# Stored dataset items
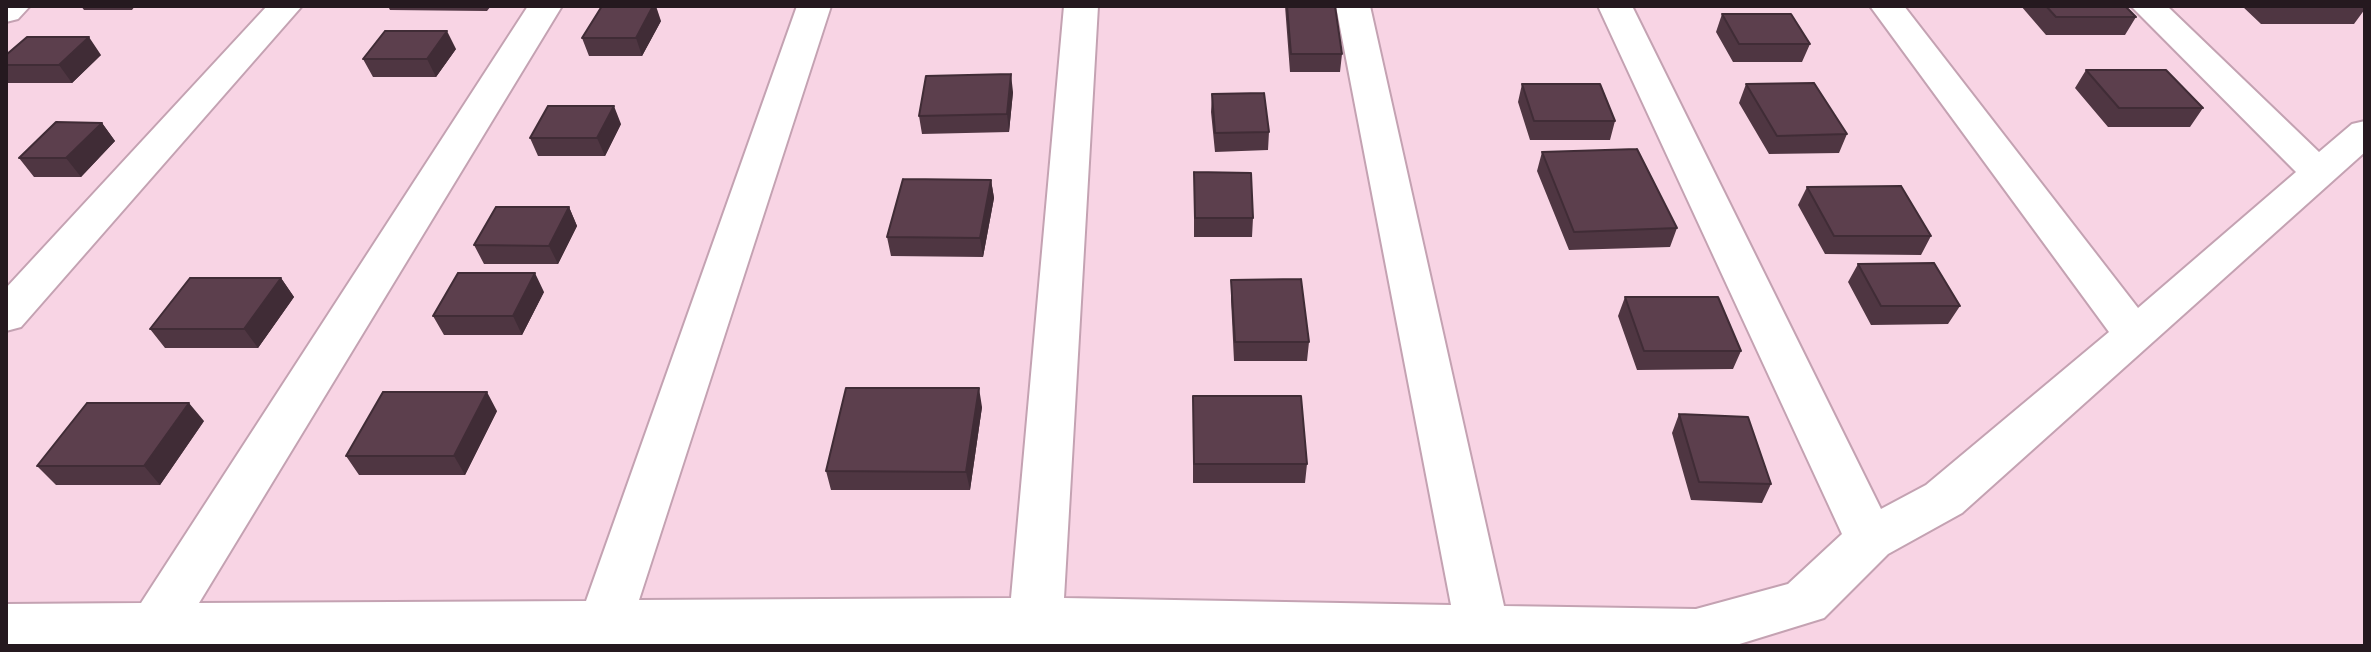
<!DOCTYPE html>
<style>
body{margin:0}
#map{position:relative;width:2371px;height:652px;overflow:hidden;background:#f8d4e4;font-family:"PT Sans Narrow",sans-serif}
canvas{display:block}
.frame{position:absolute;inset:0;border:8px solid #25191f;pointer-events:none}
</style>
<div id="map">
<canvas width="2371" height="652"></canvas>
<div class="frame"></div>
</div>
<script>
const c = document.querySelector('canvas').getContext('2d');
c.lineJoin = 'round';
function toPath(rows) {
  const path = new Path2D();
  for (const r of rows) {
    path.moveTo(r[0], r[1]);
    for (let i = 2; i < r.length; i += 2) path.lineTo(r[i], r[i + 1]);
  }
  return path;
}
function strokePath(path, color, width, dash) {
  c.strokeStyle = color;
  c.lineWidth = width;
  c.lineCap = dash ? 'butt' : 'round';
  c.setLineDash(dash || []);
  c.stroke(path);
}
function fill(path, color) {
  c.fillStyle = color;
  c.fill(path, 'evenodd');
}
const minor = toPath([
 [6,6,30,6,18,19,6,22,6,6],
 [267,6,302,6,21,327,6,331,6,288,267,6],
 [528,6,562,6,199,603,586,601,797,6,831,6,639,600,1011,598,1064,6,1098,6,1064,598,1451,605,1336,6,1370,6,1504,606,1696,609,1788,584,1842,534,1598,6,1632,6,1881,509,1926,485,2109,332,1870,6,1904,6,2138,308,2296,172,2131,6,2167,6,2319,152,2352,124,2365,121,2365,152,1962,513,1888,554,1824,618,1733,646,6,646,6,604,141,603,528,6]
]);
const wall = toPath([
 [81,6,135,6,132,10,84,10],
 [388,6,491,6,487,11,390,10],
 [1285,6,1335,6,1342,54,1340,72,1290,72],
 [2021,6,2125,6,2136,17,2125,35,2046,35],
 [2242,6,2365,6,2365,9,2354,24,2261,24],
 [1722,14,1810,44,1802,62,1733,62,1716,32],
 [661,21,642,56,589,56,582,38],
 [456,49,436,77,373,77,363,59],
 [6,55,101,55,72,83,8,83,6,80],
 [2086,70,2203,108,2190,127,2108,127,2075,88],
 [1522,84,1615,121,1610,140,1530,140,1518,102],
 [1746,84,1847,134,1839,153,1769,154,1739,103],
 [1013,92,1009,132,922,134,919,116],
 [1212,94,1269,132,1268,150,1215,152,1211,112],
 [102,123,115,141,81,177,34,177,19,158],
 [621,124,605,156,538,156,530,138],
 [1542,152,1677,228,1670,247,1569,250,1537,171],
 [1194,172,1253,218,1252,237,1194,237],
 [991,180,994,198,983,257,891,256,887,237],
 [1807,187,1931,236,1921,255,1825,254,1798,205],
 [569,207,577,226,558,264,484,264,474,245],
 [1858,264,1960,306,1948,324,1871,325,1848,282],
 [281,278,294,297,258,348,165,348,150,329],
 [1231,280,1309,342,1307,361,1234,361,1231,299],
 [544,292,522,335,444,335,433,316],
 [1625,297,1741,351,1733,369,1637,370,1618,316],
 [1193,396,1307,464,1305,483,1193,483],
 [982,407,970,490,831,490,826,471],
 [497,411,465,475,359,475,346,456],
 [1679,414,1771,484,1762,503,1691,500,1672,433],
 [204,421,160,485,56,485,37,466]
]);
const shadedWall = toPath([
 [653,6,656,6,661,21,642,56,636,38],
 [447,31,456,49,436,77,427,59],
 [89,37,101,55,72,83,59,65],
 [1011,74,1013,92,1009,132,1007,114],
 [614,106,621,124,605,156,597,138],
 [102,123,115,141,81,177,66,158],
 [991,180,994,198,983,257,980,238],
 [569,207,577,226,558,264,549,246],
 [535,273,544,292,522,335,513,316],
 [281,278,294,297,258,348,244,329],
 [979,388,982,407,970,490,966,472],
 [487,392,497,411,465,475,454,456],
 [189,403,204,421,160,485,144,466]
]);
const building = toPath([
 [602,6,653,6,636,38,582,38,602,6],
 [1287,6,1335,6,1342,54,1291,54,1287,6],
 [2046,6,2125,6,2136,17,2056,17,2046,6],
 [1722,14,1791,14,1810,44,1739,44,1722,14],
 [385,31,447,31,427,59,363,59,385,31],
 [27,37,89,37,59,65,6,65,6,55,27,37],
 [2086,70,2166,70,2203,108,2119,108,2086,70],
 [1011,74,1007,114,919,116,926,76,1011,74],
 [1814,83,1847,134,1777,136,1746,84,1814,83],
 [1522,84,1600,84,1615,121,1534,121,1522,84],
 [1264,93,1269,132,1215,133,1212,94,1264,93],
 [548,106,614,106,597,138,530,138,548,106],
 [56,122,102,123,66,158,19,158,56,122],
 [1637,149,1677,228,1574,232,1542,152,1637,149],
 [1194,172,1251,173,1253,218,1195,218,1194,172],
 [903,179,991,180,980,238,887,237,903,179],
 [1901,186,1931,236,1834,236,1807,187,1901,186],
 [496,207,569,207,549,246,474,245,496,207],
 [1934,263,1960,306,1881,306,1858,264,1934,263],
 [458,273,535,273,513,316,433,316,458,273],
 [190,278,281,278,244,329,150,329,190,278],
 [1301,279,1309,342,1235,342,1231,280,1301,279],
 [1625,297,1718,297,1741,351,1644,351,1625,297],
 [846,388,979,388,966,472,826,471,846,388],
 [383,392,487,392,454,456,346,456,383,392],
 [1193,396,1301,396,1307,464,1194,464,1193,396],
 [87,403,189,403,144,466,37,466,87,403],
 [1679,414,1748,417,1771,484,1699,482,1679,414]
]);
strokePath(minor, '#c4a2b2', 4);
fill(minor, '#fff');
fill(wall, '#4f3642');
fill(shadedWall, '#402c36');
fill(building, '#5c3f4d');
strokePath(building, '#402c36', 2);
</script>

# Task prompt
Your answer must be a single number: how many lines of the entries above contain the string "rows".

# Solution to this problem
2